Alex grabbed the radio and flung it on the floor. The vitriol, however, kept pouring out from it. Lena rushed over to steady Alex as he doubled over, covering his ears with his hands.
***
“Madam, it's a definite case of suicide. Your husband Alex has clearly stated his inability to ward off his affliction in his suicide note”, the constable summarized.
Lena threw a glance at the radio lying on the mantlepiece.
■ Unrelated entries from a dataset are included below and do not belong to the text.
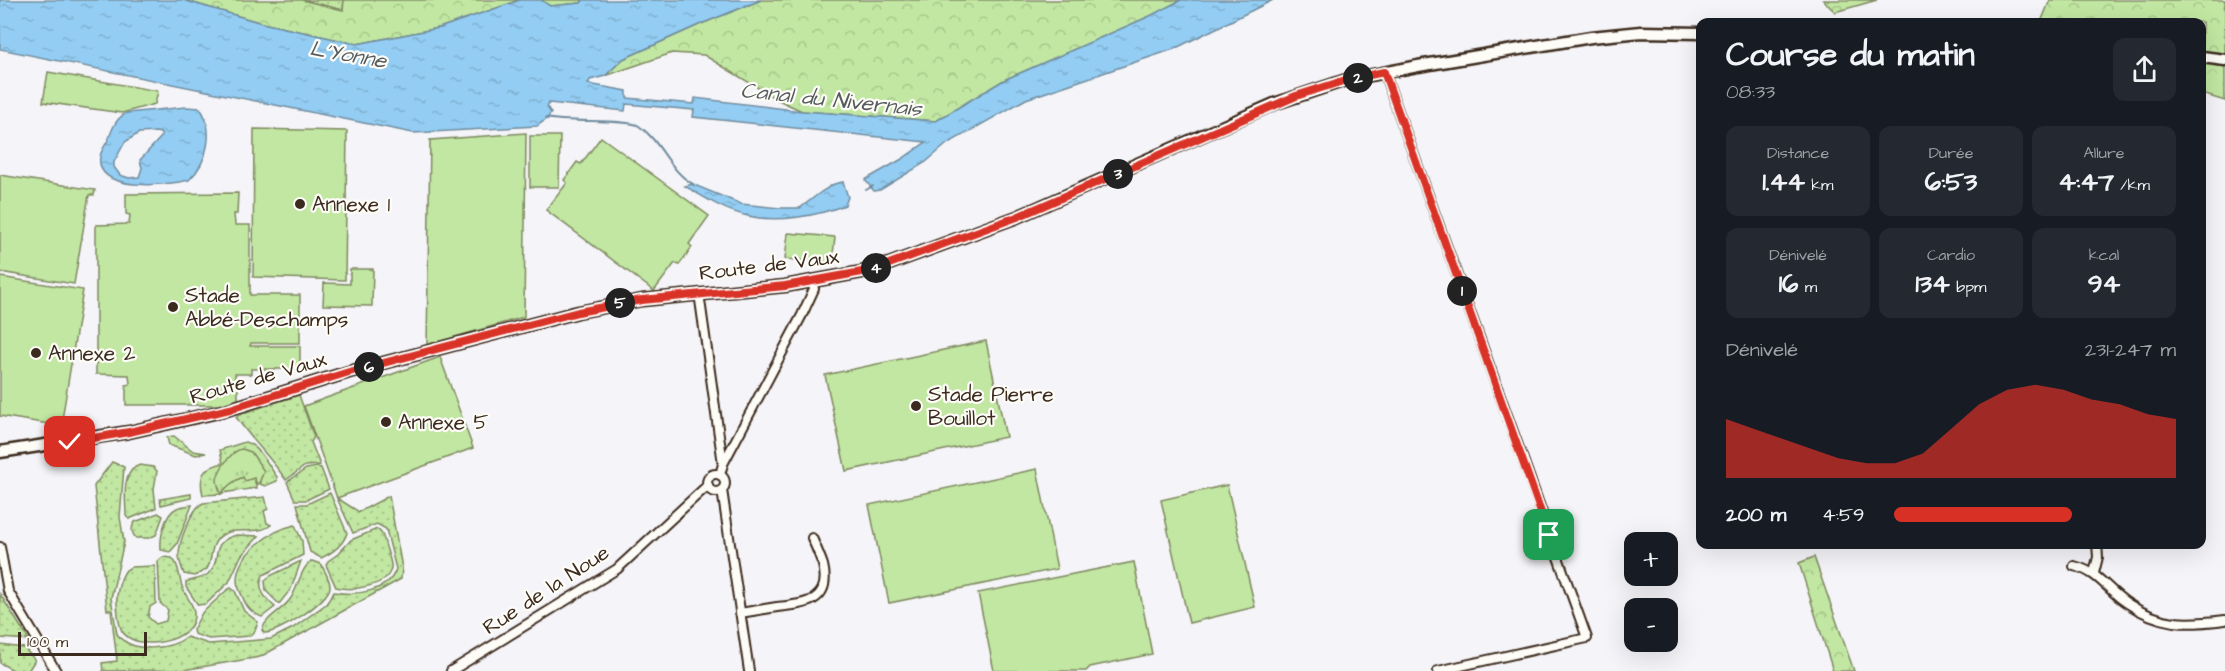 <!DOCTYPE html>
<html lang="fr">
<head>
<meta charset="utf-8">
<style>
  body { margin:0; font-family:"Architects Daughter",sans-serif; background:#242831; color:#f1f3f6; height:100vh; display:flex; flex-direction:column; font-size:22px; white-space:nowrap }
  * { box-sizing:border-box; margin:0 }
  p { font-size:20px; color:#9ea1a6 }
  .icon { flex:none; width:33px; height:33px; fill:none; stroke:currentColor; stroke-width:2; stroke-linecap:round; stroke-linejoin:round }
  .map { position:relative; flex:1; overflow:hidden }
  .panel { position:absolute; left:1696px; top:18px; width:510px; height:531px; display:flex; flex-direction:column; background:#171b24; border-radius:12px; box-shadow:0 6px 24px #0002 }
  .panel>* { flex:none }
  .buttons { position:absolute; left:1624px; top:532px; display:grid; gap:12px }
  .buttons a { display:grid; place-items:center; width:54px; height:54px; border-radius:12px; background:#171b24; box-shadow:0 6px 24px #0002; font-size:30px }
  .scale { position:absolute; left:18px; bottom:15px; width:129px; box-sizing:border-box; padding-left:6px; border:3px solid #3b2a1e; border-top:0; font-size:16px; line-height:21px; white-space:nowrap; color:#3b2a1e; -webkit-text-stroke:4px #fdfcf7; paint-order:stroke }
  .pin { position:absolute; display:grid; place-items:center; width:51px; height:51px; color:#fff; margin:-26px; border-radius:12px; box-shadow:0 3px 9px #0006 }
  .km { position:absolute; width:30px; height:30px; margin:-15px; border-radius:50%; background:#222; color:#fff; font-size:16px; line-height:30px; text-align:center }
  .round { display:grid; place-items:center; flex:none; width:63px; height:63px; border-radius:12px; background:#242831 }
  .headline { display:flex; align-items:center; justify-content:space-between; height:102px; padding:0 30px }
  h1 { font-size:33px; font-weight:800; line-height:45px }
  .figures { display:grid; grid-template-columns:repeat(3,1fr); gap:9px; height:102px; padding:6px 30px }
  .figures div { display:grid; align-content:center; border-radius:12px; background:#242831; text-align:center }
  .figures b { font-size:26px; font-weight:800 }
  .figures small { font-size:16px; font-weight:400 }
  .figures p { font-size:16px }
  .chart { height:168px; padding:12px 30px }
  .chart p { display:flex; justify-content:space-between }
  .chart svg { width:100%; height:108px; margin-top:6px; fill:#d93025; opacity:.7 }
  ul { padding:0 30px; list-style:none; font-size:20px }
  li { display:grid; grid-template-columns:96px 72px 1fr; align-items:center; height:45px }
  li i { height:15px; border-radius:8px; background:#d93025 }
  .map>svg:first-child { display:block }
</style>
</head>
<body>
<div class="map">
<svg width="2225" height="671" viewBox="0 0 2225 671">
  <defs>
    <pattern id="grass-dots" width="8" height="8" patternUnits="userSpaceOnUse" patternTransform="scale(1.5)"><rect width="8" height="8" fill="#c1e7a2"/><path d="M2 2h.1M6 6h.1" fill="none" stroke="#a7c68b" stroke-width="1.8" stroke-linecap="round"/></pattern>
    <pattern id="forest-crowns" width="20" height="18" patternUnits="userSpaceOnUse" patternTransform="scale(1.5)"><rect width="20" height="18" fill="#c1e7a2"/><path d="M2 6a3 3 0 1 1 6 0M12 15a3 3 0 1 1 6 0" fill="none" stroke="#a7c68b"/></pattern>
    <pattern id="park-tufts" width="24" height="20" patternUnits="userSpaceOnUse" patternTransform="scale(1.5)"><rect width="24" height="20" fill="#c1e7a2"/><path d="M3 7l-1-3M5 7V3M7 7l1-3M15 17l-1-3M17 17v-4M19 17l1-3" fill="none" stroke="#a7c68b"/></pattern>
    <pattern id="water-ripples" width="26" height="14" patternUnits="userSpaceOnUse" patternTransform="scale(1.5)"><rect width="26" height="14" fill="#93cdf3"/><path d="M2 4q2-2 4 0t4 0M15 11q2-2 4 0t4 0" fill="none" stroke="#80b0d0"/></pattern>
  </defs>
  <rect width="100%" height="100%" fill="#f5f4f8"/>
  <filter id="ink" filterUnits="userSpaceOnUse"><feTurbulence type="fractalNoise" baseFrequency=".0167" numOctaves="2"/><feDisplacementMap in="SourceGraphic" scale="12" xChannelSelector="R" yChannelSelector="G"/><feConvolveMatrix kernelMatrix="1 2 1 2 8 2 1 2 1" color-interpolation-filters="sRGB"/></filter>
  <g filter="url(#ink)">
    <g fill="url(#grass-dots)" stroke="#7e8860" stroke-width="1.5">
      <path d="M302,0H344L343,10Z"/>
      <path d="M299,395L314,437L311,442L320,465L305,466L286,480C271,458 251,439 236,417L240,414Z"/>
      <path d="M174,436L193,451L206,453L196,455L169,445L167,437Z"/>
      <path d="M245,442C260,446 268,465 277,477V481L265,486L260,484L259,465L234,452C224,466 215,477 221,494L203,495C198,475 203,468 223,463L220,450Z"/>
      <path d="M112,462L124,467L120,517L124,542L111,598L117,634C132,654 169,650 187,637L209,644L271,639L293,628L326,604L334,592C355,596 389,592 396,569L386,529L377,524L353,533L337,498L359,512L389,496L402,568L401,579L260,657L183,670L103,671L102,663L117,661L111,610H107L94,486Z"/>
      <path d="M140,465L153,467L157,471L154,489L156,508L129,519L126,516C126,500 120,471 140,465Z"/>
      <path d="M317,467L321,468L329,489L306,500H295L287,482L306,469Z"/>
      <path d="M243,477L254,478L257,488L222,493L223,489L233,481Z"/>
      <path d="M330,493L347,533C343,545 332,553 321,558L310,552L297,504H307Z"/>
      <path d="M191,494V498L161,505L160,499Z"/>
      <path d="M265,497L268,509L264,511L267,523L271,525C255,538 229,522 216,541C210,550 212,561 207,569L195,576L184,574C182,568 179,562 179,555C179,541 191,509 203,503Z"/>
      <path d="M192,505L177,544L170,552L161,550C160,538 164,514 177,508C181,506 187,506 192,505Z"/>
      <path d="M158,513L163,516L156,535L149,538H136C131,533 131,527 135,522Z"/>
      <path d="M295,525L302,541L303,555L263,575C256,589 266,599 275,607L262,617C252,613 247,608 243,598C241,593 237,586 237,580C237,553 272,530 295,525Z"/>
      <path d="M377,529C384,533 384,542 387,550C388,555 392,562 391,568C388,587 351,591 336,587L326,565L328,561L338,554L351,540Z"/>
      <path d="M237,535L259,536L241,556L229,582L206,604L198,605L186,587V582C193,579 201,580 208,574C224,559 207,542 237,535Z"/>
      <path d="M163,557L172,558C181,567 178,580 184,591C187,598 193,604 194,612C198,643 135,653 122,631C118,624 118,613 117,604C116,594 120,578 126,570L131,567L155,566L156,603L150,607L148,617L156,624L166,621L168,610L160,603L158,561Z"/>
      <path d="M301,561L291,589L279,604L266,591L265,581L270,576Z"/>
      <path d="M312,561L321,564C324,570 330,579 330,586C331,600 278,634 264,633L262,630C266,616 284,610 291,598C298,588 301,567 312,561Z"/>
      <path d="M231,588L235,591L244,611L258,622L255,631L250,636L209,639L194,634L193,630L202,613L227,590Z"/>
      <path d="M0,594L29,640L0,638Z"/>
      <path d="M0,645L24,648L35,660L28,671H15L0,663Z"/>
    </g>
    <g fill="url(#forest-crowns)" stroke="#7e8860" stroke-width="1.5">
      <path d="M183,0H302L343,10L344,0H520L439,28L357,44L262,23Z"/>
      <path d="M541,0H583L581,3L550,6Z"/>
      <path d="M761,0H1181L1151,16L1004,80L936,121L802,111L776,99L704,55L672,53L605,76L623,59L701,24Z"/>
      <path d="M1823,0H1877L1835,12Z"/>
      <path d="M2050,0H2225V101L2202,94V22H2041Z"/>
      <path d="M1814,557L1854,671H1833L1799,563Z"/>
    </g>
    <path fill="url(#park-tufts)" stroke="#7e8860" stroke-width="1.5" d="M242,449L251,452L264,471L259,483L257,484L254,478L245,481L243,477C233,481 226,487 221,494C219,489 217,484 217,479C219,469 232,450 242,449Z"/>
    <g fill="#c1e7a2" stroke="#7e8860" stroke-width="1.5">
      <path d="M48,72L158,91L155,104L122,113L43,102Z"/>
      <path d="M254,129L347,131L345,280L253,277Z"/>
      <path d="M526,133L524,317L427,345L430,140Z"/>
      <path d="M530,136H560L559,187H530Z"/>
      <path d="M601,137L709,216L689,244L692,247L679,265L675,263L654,291L546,210L567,183L564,180L577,162L581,164Z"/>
      <path d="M0,175L95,190L94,195H89L74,284L0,272Z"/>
      <path d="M238,193L237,214H234L235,225H250V295H300V343H251L250,346H300V369H251V374H235L234,384H238V405H126V385L130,384L129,375L96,374V225L129,224L130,215L126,214V194Z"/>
      <path d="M788,233L835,237L832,263L785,259Z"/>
      <path d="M350,269H373L372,306L323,305L324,283L350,284Z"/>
      <path d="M0,277L83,290L61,426L0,416Z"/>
      <path d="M986,341L1006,437L846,471L825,375Z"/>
      <path d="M440,357L473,448L337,498L304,406Z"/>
      <path d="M1037,469L1057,569L889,603L869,505Z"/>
      <path d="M1227,485L1255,607L1189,623L1161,500Z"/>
      <path d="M1134,562L1152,654L1090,667L1086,671H994L978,593Z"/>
    </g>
    <g fill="url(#water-ripples)" stroke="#708c9e" stroke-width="1.5" fill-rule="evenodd">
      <path d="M0,0H183L262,23L357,44L439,28L520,0H541L550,6L581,3L583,0H761L701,24L623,59L605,76L590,80L588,84L627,91V98L694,104L695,98L802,111L936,121L1004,80L1150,16L1181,0H1273L1174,49L1026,99L947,144L926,162L880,190L874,191L865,180L902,159L926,142L693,117L694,110L626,104L625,111L549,103L547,107L551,113L547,119L537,126L413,133L0,49Z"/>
      <path d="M186,107L200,108C215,130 208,162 189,180C169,185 105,192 100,164C98,153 105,147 109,138C113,127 116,118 127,113ZM156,132L160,133L162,136L140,160L142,168L139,177L129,178L120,175L114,167V162L125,142L139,133Z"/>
      <path d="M843,182L848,197L845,205C817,216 778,223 748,216C725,211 705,198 685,186L692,184L741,204L780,208H800L821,192L834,184Z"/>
    </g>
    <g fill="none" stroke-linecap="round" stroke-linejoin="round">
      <g stroke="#708c9e" stroke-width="2">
        <path d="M546,118C565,123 629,119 639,126C661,141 670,172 693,184"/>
        <path d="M866,190L873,186"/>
      </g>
      <defs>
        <g id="street">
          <path d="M1384,72L1587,638L1438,671"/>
          <path d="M699,293L723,464"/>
          <circle cx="716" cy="483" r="9"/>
          <path d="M720,475L723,464L802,315L814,289L812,281"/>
          <path d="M722,490L749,671"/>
          <path d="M0,547L8,591L56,671"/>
          <path d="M2074,566C2099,572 2107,590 2127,603C2161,626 2186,625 2225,620"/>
          <path d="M2094,573L2098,557L2097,544"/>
          <path d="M740,613C752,611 765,609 777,607C805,604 832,602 823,565C820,556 816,547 812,538"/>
          <path d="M451,671L617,569L708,485"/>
        </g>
        <g id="secondary">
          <path d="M2202,57L2225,60"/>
          <path d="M0,452L129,432L223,411L349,372L578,312L642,300L785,286L862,272L889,264L1017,217L1274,104L1346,80L1418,66L1591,37L1641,32L1701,33"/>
        </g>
      </defs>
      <use href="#street" stroke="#3b2a1e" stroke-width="12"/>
      <use href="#secondary" stroke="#3b2a1e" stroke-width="15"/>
      <use href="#street" stroke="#fdfcf7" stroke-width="8"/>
      <use href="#secondary" stroke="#fdfcf7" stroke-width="10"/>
    </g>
  </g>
  <g fill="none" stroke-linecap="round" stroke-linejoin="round" filter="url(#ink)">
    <defs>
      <path id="route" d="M70,442L129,432L230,409L349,372L578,312L642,300L785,286L862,272L889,264L1017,217L1296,96L1346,80L1384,72L1549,535"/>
    </defs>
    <use href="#route" stroke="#fff" stroke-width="12"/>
    <use href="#route" stroke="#d93025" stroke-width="8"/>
  </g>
  <g fill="#3b2a1e" stroke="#fdfcf7" stroke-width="2">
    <circle cx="300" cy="204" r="6"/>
    <circle cx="173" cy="307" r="6"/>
    <circle cx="36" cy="353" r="6"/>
    <circle cx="916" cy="406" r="6"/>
    <circle cx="386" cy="422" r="6"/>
  </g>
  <g text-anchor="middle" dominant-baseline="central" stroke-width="4.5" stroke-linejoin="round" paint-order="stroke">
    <g font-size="21" fill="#3b2a1e" stroke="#fdfcf7" text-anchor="start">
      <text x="312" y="204">Annexe 1</text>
      <text x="185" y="295">Stade<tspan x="185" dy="24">Abbé-Deschamps</tspan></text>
      <text x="48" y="353">Annexe 2</text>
      <text x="928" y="394">Stade Pierre<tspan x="928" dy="24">Bouillot</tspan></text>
      <text x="398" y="422">Annexe 5</text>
    </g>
    <g font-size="21" fill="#3b2a1e" stroke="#fdfcf7">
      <text transform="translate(769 265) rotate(-7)">Route de Vaux</text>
      <text transform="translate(258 378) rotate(-16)">Route de Vaux</text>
      <text transform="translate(546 590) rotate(-33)">Rue de la Noue</text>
    </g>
    <g font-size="22" font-style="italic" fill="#555b5e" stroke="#fdfcf7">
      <text transform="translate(348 55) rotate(10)">L'Yonne</text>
      <text transform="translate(831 100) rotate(6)">Canal du Nivernais</text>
    </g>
  </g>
</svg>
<div class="buttons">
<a>+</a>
<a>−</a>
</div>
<div class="scale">100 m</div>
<div class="pin" style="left:1549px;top:535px;background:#1e9e55"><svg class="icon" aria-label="arrive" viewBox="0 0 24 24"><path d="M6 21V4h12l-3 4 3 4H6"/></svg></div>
<div class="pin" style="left:70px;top:442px;background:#d93025"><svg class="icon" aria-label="check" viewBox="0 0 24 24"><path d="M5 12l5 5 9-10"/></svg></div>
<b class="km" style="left:1462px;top:291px">1</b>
<b class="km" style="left:1358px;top:78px">2</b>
<b class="km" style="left:1118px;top:174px">3</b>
<b class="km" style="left:876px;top:268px">4</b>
<b class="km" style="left:620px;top:303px">5</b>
<b class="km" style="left:369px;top:367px">6</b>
<section class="panel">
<div class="headline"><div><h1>Course du matin</h1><p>08:33</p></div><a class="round"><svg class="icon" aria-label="share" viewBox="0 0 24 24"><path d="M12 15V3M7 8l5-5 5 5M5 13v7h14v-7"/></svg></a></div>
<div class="figures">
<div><p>Distance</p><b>1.44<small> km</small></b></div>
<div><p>Durée</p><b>6:53</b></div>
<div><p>Allure</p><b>4:47<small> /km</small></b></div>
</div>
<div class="figures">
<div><p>Dénivelé</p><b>16<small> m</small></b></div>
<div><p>Cardio</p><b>134<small> bpm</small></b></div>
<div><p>kcal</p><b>94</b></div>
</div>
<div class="chart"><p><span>Dénivelé</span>231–247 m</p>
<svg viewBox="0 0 160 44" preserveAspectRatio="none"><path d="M0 44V20L10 24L20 28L30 32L40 36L50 38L60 38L70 34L80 24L90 14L100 8L110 6L120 8L130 12L140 14L150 18L160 20V44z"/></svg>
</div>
<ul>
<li><b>200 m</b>4:59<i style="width:63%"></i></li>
</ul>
</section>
</div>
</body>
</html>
The radio, which she had rigged with motion-detecting infra-red sensors. A flicker of movement around it was enough to bring the recorded voices — ‘the hallucinations’ to life.
‘Your mind is your most powerful weapon', she recalled Alex's favourite quote.
And so is the radio— powerful and perfect ... she snickered as she completed the quote in her head.
*****
Author’s note-
Schizophrenia is a mental illness characterized by relapsing episodes of psychosis. The symptoms include hallucinations (often hearing voices), delusions, social withdrawal and lack of personal care. Symptoms typically build gradually, usually beginning in childhood.